I need to be reminded that God's strength is sufficient even when I am overwhelmed by my daily rituals. I need T O re reminded of the people in my life who traveled to hospital bedsides, who carried the communion basket and towel with me. I need to remember how my two Dorothy's accompanied me to grave sides, to hospital rooms where a birth had occurred; who stood side by side with me every Sunday and made the service come alive. I need to remember the elderly preacher who rode to Anniston, Alabama with me every Sunday during my senior year of college. His advice and counsel and his watching over me on a segregated Trail Ways bus is the reason I am alive today.
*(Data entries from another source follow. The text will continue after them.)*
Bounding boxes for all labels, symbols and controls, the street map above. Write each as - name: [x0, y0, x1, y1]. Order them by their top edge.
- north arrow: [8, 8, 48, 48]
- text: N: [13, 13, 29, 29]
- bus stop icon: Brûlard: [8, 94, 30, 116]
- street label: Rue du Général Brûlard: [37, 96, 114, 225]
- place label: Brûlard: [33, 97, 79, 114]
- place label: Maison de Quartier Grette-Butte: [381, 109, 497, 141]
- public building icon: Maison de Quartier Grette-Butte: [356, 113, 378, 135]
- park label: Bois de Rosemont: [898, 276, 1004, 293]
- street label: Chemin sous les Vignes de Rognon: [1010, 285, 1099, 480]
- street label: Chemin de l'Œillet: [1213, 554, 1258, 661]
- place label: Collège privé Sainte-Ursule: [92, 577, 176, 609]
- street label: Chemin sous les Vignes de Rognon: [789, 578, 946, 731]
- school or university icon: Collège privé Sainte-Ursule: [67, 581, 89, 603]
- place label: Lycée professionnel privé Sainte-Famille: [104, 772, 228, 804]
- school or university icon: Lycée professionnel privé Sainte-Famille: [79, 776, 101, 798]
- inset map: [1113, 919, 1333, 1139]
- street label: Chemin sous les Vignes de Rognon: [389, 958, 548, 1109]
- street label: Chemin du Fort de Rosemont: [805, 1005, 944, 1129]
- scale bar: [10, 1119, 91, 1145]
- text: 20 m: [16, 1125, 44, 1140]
Every now and then remind yourself of God's goodness and mercy. There have been times when your cup and mine have run over but there was someone you could reach out to for support and love. I am reminded that my agenda and my daily rounds are not always in my control. Someone, some incident, a phone call or an email changes the course of my day. When that happens to us we just learn to go with it. Why? Because there is something that may come out of the incident that will change our lives forever. BUT IF NOT. . .I will continue to keep myself open to hear the birds singing-to hear the wind blowing against my face- to see a mother's arm wrapped around her child as she stands waiting in line at the store- or when I read about the NYPD officer kneeling down to be face to face with a man without shoes-or when I hear from my friend whose mother continues to live in Syria determined to live out her days there. But most of all I am reminded and thankful to all of the people who have touched my life and who have brooded over me and in doing so, have made me whole again. Think about it! What do you need to be reminded of? And so it is!